TE Vwgh Erkenntnis 2007/2/27 2004/01/0179

JUSLINE Entscheidung

Veröffentlicht am 27.02.2007
beobachten
merken

Index

41/02 Staatsbürgerschaft;

Norm

StbG 1985 §15 Abs1 lita;

Betreff

Der Verwaltungsgerichtshof hat durch den Vorsitzenden Senatspräsident Dr. Gruber und die Hofräte Dr. Blaschek, Dr. Kleiser, Mag. Nedwed und Dr. Doblinger als Richter, im Beisein der Schriftführerin Mag. Matt, über die Beschwerde des T A in I, vertreten durch Mag. Erwin Dirnberger, Rechtsanwalt in 1060 Wien, Windmühlgasse 30, gegen den Bescheid der Tiroler Landesregierung vom 26. November 2003, Zl. Ia-17.917/36-2003, betreffend Verleihung der Staatsbürgerschaft, zu Recht erkannt:

Spruch

Die Beschwerde wird als unbegründet abgewiesen.

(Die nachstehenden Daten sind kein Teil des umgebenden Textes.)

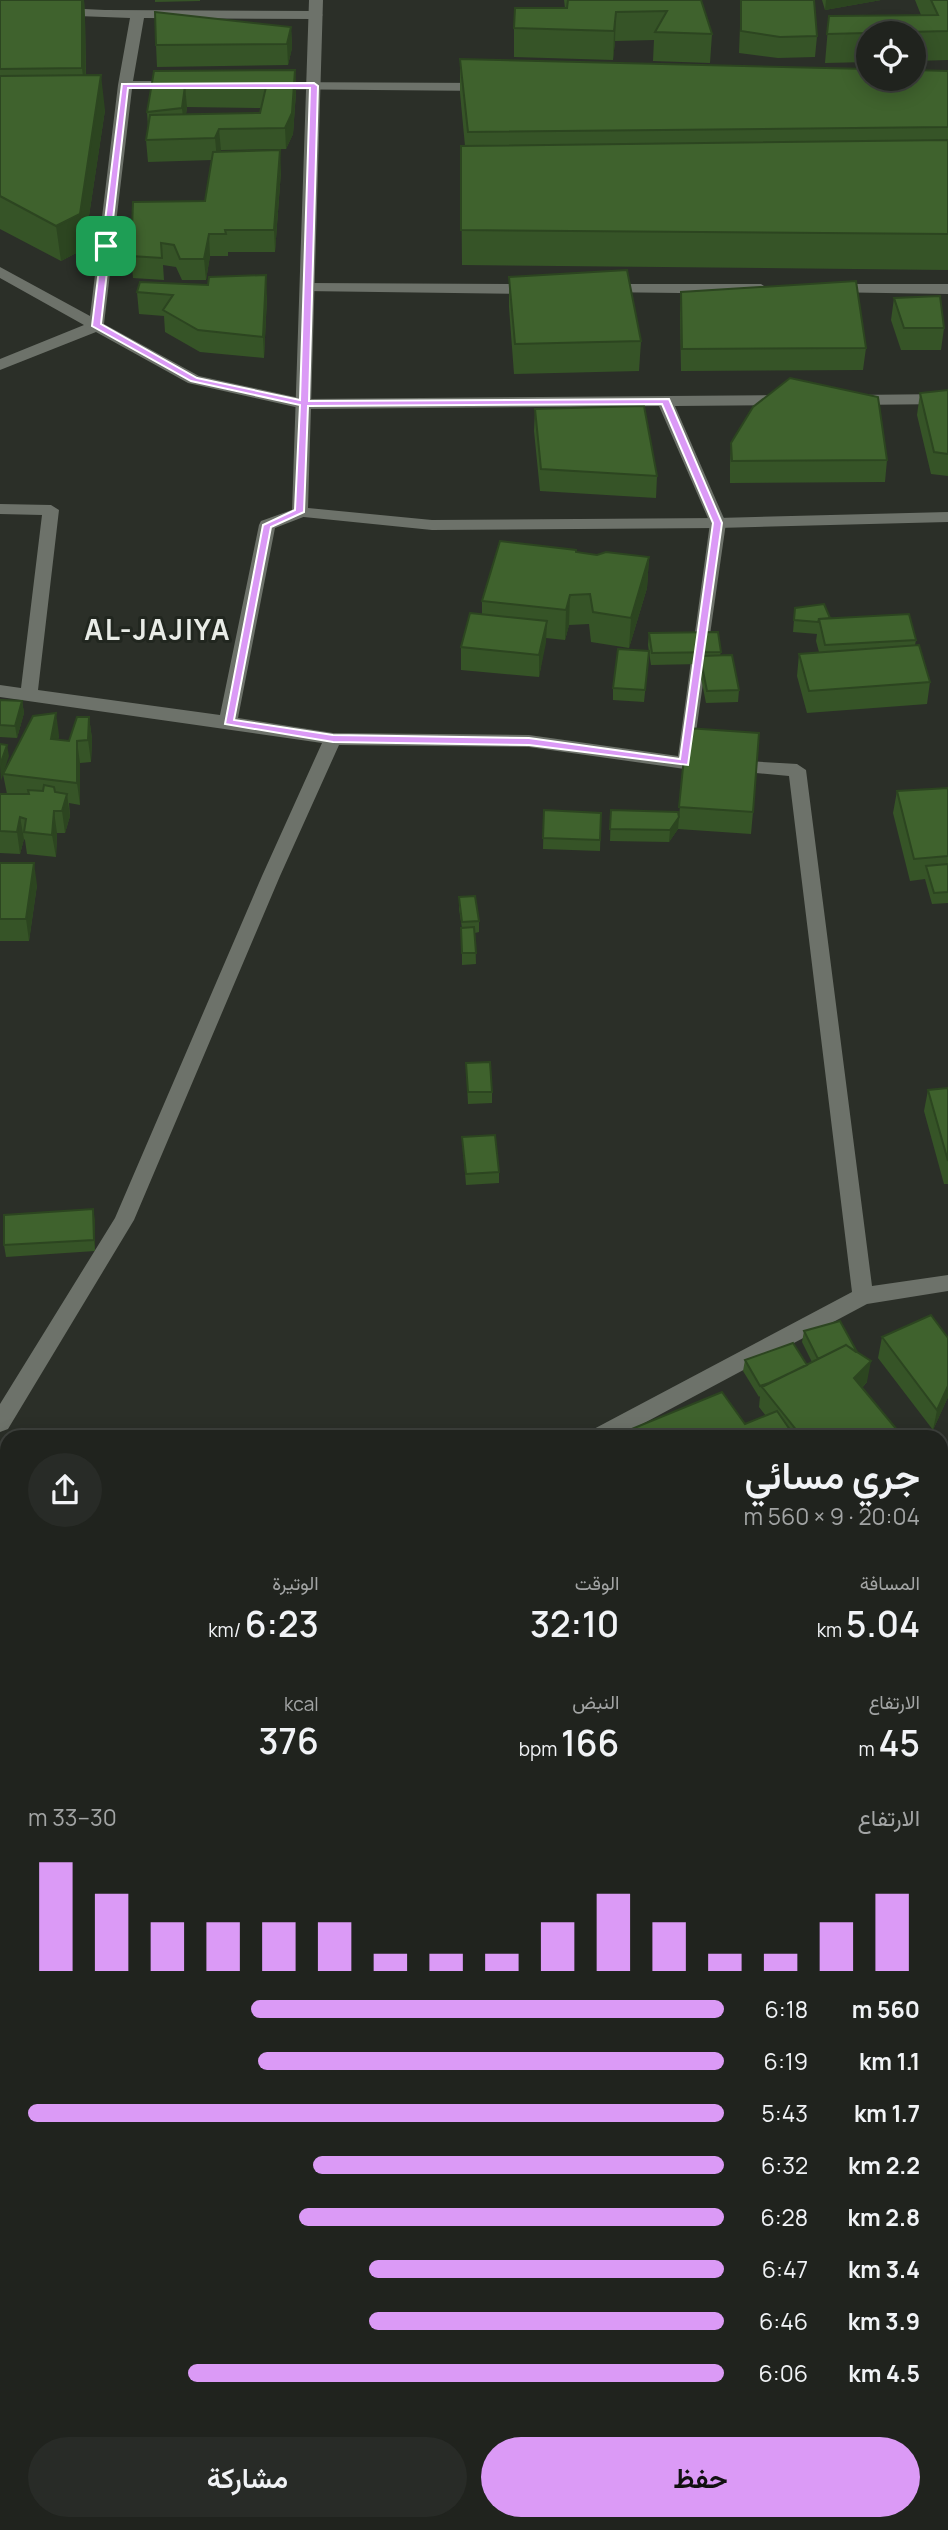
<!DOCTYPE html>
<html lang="ar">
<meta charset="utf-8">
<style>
:root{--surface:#20231e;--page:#282b27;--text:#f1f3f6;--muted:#a2a4a4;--line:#3d403c;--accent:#db9af6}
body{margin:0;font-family:Manrope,Vazirmatn,sans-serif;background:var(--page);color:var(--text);direction:rtl;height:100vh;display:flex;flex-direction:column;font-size:26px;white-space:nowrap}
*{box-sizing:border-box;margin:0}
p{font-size:23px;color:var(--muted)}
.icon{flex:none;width:38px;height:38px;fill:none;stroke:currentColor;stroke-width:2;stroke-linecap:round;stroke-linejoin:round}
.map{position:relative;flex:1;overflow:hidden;direction:ltr}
.sheet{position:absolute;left:0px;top:1430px;width:948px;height:1101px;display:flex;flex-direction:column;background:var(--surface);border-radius:21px 21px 0 0;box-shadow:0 4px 18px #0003,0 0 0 2px var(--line);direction:rtl}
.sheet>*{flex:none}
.controls{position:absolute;left:856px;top:21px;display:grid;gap:14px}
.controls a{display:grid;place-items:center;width:70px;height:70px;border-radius:50%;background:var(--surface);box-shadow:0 4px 18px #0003,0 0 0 2px var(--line);font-size:35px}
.pin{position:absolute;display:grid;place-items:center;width:60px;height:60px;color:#fff;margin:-30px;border-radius:14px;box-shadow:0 4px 10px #0006}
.round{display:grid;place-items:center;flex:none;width:74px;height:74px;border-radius:37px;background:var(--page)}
.summary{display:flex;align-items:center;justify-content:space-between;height:119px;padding:0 28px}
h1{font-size:38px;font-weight:600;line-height:52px}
.stats{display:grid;grid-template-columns:repeat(3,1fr);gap:10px;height:119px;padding:7px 28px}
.stats div{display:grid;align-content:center}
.stats b{font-size:35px;font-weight:600}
.stats small{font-size:19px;font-weight:400}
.stats p{font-size:19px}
.chart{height:196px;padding:14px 28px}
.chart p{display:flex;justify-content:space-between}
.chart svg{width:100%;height:126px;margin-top:7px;stroke:var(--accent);stroke-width:6}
.primary-button{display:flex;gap:14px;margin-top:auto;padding:14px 28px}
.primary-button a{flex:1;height:80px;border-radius:42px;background:var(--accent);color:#111;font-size:28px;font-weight:600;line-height:80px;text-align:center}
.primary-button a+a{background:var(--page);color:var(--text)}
ul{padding:0 28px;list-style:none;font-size:23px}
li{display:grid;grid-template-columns:112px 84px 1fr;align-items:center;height:52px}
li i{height:18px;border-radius:9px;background:var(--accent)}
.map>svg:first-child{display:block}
</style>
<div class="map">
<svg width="948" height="2530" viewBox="0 0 948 2530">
<rect width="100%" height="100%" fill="#2b2f28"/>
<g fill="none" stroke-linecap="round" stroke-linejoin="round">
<path stroke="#8f928c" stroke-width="5" stroke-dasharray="6 4.5" stroke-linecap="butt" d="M 883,2524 L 883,2530"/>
<path fill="#6d726a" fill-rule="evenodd" d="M 0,5 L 105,10 L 316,11 L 323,15 L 316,19 L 144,18 L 133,81 L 179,81 L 186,85 L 179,89 L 132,89 L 104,324 L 199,376 L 304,399 L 788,395 L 796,400 L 788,405 L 675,406 L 726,523 L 691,767 L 685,769 L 529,747 L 339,745 L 280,876 L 134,1220 L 8,1429 L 0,1432 L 0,1404 L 115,1218 L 262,876 L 322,743 L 0,697 L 0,685 L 21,688 L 42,515 L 0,514 L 0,504 L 51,505 L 59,510 L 38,690 L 220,715 L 259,525 L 261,521 L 300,507 L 308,512 L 306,516 L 275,528 L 238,718 L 333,733 L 529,735 L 678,756 L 710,523 L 659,406 L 304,409 L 188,383 L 96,332 L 0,370 L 0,359 L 84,325 L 0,278 L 0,267 L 90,316 L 118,85 L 130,18 L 0,13 Z
M 267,82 L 487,83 L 494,87 L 487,91 L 262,89 L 260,86 Z
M 308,283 L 537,284 L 545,289 L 537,294 L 303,291 L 300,288 Z
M 604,284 L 761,284 L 769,289 L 761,294 L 599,292 L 596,289 L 599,286 Z
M 828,284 L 948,284 L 948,294 L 823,292 L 820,289 L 823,286 Z
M 948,394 L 948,404 L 852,405 L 844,400 L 852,395 Z
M 730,760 L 797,764 L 806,770 L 872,1286 L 948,1275 L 948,1291 L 867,1304 L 618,1437 L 587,1437 L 590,1431 L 852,1292 L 789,776 L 724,770 L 721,766 L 724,762 Z
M 7,1794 L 7,1820 L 0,1823 L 0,1797 Z"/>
<path fill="#6d726a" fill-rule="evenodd" d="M 309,0 L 323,0 L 308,508 L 432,520 L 718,518 L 948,512 L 948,522 L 718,528 L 432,530 L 294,516 L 292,512 Z"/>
</g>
<path fill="#365427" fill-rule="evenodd" d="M 0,0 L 84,0 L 85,18 L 86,75 L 105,110 L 84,249 L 61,261 L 0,229 Z
M 155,0 L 200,0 L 200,1 L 155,2 Z
M 564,0 L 702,0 L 702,3 L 712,34 L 710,63 L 653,61 L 654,40 L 615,41 L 613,60 L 514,57 L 514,28 L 565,8 Z
M 741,0 L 817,36 L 815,57 L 778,58 L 739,53 Z
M 822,0 L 881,0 L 825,10 Z
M 915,0 L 948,0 L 948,60 L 914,61 L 914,33 L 868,33 L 868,62 L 825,63 L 829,16 L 921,15 Z
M 291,27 L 292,48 L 288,65 L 157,67 L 156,45 Z
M 460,59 L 948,71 L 948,270 L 462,265 L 461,146 L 465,146 L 460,93 Z
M 295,70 L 296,92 L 293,134 L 286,149 L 221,150 L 220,151 L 281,171 L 275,252 L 228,252 L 228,256 L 210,256 L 206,280 L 182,280 L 176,267 L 163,265 L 164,280 L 133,278 L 131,256 L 205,201 L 212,160 L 148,162 L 146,140 L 148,127 L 147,112 L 154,71 ZM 187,107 L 261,108 L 260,113 L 186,114 Z
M 509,277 L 641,341 L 639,371 L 514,374 L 509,307 Z
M 208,285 L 267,297 L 264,358 L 200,352 L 165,332 L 164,316 L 139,314 L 137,292 Z
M 681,292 L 866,348 L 863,370 L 681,371 L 680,314 Z
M 894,298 L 944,328 L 941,350 L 901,350 L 891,320 Z
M 948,390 L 948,476 L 931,474 L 917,415 L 920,393 Z
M 535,409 L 657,476 L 656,498 L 540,491 L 534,431 Z
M 731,443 L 887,460 L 885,482 L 730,483 L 730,465 Z
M 576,552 L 597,555 L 649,557 L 647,588 L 629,648 L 591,642 L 589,624 L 569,625 L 565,640 L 546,638 L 539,677 L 461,670 L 461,647 L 482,615 L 482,601 Z
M 795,608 L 916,640 L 915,645 L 930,682 L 927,704 L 807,713 L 797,676 L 799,654 L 819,652 L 816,641 L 817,634 L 793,632 Z
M 649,633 L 721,652 L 720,655 L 739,690 L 738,702 L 706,703 L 699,668 L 700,664 L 651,665 L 648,645 Z
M 648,663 L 644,702 L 613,700 L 613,688 Z
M 0,700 L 22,701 L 24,713 L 17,738 L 0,737 Z
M 89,717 L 92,739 L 91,762 L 80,763 L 80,805 L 69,803 L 70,816 L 65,833 L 57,833 L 56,857 L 27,854 L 25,840 L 24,839 L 20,854 L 0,853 L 0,794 L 7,794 L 3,774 L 59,735 L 58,740 L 69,741 Z
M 687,728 L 753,812 L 751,834 L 678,829 L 669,842 L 610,841 L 611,810 L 679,817 Z
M 948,788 L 948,903 L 932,904 L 925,879 L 910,881 L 893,813 L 897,791 Z
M 544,810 L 601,813 L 600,851 L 543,849 Z
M 0,863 L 37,885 L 29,941 L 0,941 Z
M 459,897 L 479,921 L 479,932 L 475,933 L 476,964 L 462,965 L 462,928 L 459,909 Z
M 466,1063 L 492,1092 L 492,1103 L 468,1104 Z
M 948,1088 L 948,1184 L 944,1184 L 924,1111 L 928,1090 Z
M 462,1137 L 499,1172 L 499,1183 L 466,1185 Z
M 95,1220 L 95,1251 L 6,1257 L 4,1245 Z
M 804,1331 L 857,1353 L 867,1382 L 862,1388 L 898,1431 L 897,1437 L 617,1437 L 617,1435 L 745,1424 L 766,1416 L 759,1407 L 760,1396 L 759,1397 L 743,1371 L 745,1360 L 807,1365 L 812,1362 L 802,1342 Z
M 882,1337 L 948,1397 L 933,1430 L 878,1358 Z
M 948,1454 L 948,1569 L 942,1568 L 942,1463 L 948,1463 Z"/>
<path fill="#2c4520" d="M 82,0 L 84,0 L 85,18 L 86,103 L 82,68 Z
M 826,0 L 881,0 L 825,10 Z
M 616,12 L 615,41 L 613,60 L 614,31 Z
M 291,27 L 292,48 L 288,65 L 287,44 Z
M 295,70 L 296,92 L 293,134 L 286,149 L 285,128 Z
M 101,75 L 105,110 L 84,249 L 61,261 L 56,226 Z
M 185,86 L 187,107 L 184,129 L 182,108 Z
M 219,129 L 221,150 L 217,160 L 215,138 Z
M 280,150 L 281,171 L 275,252 L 274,230 Z
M 209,234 L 210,256 L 206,280 L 204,259 Z
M 266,275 L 267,297 L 264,358 L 263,337 Z
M 649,557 L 647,588 L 629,648 L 631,618 Z
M 570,595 L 569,625 L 565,640 L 566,610 Z
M 547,621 L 546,643 L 539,677 L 539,655 Z
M 22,701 L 24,713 L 17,738 L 15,726 Z
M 56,713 L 59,735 L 55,761 L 51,739 Z
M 89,717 L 92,739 L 91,762 L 88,740 Z
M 77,741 L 80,763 L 80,805 L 77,783 Z
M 7,745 L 9,756 L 1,781 L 0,765 Z
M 67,794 L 70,816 L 65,833 L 62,811 Z
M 54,811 L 57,833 L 56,857 L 52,835 Z
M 20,817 L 24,839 L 20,854 L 17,832 Z
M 679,817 L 678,829 L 669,842 L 670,830 Z
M 34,863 L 37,885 L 29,941 L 26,919 Z
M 93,1209 L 95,1220 L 95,1251 L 94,1240 Z
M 871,1361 L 867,1382 L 851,1399 L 854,1378 Z
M 948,1386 L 948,1397 L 933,1430 L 937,1410 Z
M 898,1431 L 897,1437 L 887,1437 Z"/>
<path fill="#3f622d" stroke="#2c4520" stroke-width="2" d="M 0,0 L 82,0 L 82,68 L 0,69 Z
M 568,0 L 701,0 L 712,34 L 655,32 L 667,11 L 616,12 L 614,31 L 514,28 L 515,8 L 567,8 Z
M 741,0 L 814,0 L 817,36 L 780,37 L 741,31 Z
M 931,0 L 948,0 L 948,31 L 827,34 L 829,16 L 938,15 Z
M 155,12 L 291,27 L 287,44 L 156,45 Z
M 460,59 L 868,69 L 868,79 L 914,79 L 914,70 L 948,71 L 948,127 L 468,132 Z
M 295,70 L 292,113 L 285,128 L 219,129 L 215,138 L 146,140 L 150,115 L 260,113 L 266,87 L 185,86 L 182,108 L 147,112 L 154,71 Z
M 101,75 L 80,214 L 56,226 L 0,196 L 0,76 Z
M 948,140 L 948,234 L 461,230 L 461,146 Z
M 280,150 L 274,230 L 225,230 L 226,234 L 209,234 L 204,259 L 180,259 L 174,245 L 161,243 L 162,258 L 131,256 L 133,202 L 205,201 L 213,152 Z
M 627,270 L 641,341 L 515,344 L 509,277 Z
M 266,275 L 263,337 L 198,330 L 163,310 L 173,295 L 137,292 L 140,282 L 208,285 L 209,277 Z
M 856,281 L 866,348 L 682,349 L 681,292 Z
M 940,296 L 944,328 L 904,328 L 894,298 Z
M 790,378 L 878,397 L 887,460 L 732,461 L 731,443 L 753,407 Z
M 948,390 L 948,454 L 934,452 L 920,393 Z
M 644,406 L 657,476 L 541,469 L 535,409 Z
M 500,541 L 576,550 L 576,552 L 597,555 L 606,552 L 649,557 L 631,618 L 593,612 L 590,594 L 570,595 L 566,610 L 482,601 Z
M 824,604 L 830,618 L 819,619 L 818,622 L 794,620 L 795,608 Z
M 470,613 L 547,621 L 539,655 L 461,647 Z
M 909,614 L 916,640 L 825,645 L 819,619 Z
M 718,632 L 721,652 L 652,653 L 649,633 Z
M 919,645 L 930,682 L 809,691 L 799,654 Z
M 618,649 L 649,651 L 645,690 L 613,688 Z
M 732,655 L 739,690 L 707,691 L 700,656 Z
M 0,700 L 22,701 L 15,726 L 0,725 Z
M 56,713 L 51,739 L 69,741 L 77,717 L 89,717 L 88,740 L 77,741 L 77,783 L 3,774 L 33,716 Z
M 687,728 L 759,733 L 753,812 L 679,807 Z
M 0,744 L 7,745 L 0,765 Z
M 44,785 L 54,787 L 55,792 L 67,794 L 62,811 L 54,811 L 52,835 L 24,832 L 26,819 L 20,817 L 17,832 L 0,831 L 0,794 L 29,794 L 28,790 L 43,791 Z
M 948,788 L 948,856 L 914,859 L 897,791 Z
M 544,810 L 601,813 L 600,840 L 543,838 Z
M 611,810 L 678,812 L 679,817 L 670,830 L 610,829 Z
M 0,863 L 34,863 L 26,919 L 0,919 Z
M 948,864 L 948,892 L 934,893 L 926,866 Z
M 475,896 L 479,921 L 462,922 L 459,897 Z
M 474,927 L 476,953 L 462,953 L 461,928 Z
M 490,1062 L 492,1092 L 468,1092 L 466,1063 Z
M 948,1088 L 948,1161 L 928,1090 Z
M 495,1135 L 499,1172 L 466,1174 L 462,1137 Z
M 93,1209 L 94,1240 L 4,1245 L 4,1215 Z
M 931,1315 L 948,1338 L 948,1386 L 937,1410 L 882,1337 Z
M 840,1321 L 857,1352 L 856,1352 L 846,1345 L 818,1359 L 804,1331 Z
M 793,1343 L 807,1365 L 769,1383 L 760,1386 L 745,1360 Z
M 846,1345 L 871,1361 L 854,1378 L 898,1431 L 887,1437 L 802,1437 L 762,1387 Z
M 722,1392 L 745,1424 L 777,1411 L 795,1437 L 618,1437 L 617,1435 Z
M 942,1463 L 948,1463 L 948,1548 L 942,1548 Z"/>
<path fill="#db9af6" stroke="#fff" stroke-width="2" fill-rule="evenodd" d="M 122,84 L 314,83 L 318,86 L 309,401 L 669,399 L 722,523 L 688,765 L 529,745 L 333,742 L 225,724 L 263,525 L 295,510 L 300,405 L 191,381 L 92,326 ZM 128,88 L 310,88 L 300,400 L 197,378 L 101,324 ZM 662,404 L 713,523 L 680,759 L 529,738 L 333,735 L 234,720 L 271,527 L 304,512 L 308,406 Z"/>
<g text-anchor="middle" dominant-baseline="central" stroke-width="6" stroke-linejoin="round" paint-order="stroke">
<g font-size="28" font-weight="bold" letter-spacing="2" fill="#e9ece7" stroke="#21261f">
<text x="158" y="629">AL-JAJIYA</text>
</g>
</g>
</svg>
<div class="controls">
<a><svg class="icon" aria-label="locate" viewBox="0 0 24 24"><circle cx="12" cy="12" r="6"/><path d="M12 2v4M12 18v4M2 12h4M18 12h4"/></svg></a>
</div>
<div class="pin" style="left:106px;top:246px;background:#1e9e55"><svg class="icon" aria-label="arrive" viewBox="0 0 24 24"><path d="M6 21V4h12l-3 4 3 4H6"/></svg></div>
<section class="sheet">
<div class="summary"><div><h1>جري مسائي</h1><p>20:04 · 9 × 560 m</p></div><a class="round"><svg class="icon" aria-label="share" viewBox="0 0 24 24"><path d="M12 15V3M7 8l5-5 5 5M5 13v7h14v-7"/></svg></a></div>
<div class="stats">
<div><p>المسافة</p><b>5.04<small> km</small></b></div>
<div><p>الوقت</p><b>32:10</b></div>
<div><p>الوتيرة</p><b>6:23<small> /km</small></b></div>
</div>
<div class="stats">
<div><p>الارتفاع</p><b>45<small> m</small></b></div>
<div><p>النبض</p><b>166<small> bpm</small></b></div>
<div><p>kcal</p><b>376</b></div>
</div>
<div class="chart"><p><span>الارتفاع</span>30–33 m</p>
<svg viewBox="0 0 160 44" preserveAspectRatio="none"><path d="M5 44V6M15 44V17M25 44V27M35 44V27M45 44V27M55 44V27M65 44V38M75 44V38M85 44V38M95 44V27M105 44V17M115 44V27M125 44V38M135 44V38M145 44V27M155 44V17"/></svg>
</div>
<ul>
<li><b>560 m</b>6:18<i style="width:68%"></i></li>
<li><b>1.1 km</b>6:19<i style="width:67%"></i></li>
<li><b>1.7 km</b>5:43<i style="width:100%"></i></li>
<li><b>2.2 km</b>6:32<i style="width:59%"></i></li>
<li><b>2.8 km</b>6:28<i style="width:61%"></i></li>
<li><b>3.4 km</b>6:47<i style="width:51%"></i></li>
<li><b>3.9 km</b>6:46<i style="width:51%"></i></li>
<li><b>4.5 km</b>6:06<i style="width:77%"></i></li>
</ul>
<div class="primary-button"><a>حفظ</a><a>مشاركة</a></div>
</section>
</div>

Der Beschwerdeführer hat dem Land Tirol Aufwendungen in der Höhe von EUR 332,-- binnen zwei Wochen bei sonstiger Exekution zu ersetzen.

Begründung

Mit dem angefochtenen Bescheid wies die belangte Behörde den Antrag des Beschwerdeführers vom 4. Februar 2002 auf Verleihung der österreichischen Staatsbürgerschaft gemäß § 10 Abs. 1 Z 1 iVm § 15 Abs. 1 lit. a des Staatsbürgerschaftsgesetzes 1985 (StbG) ab.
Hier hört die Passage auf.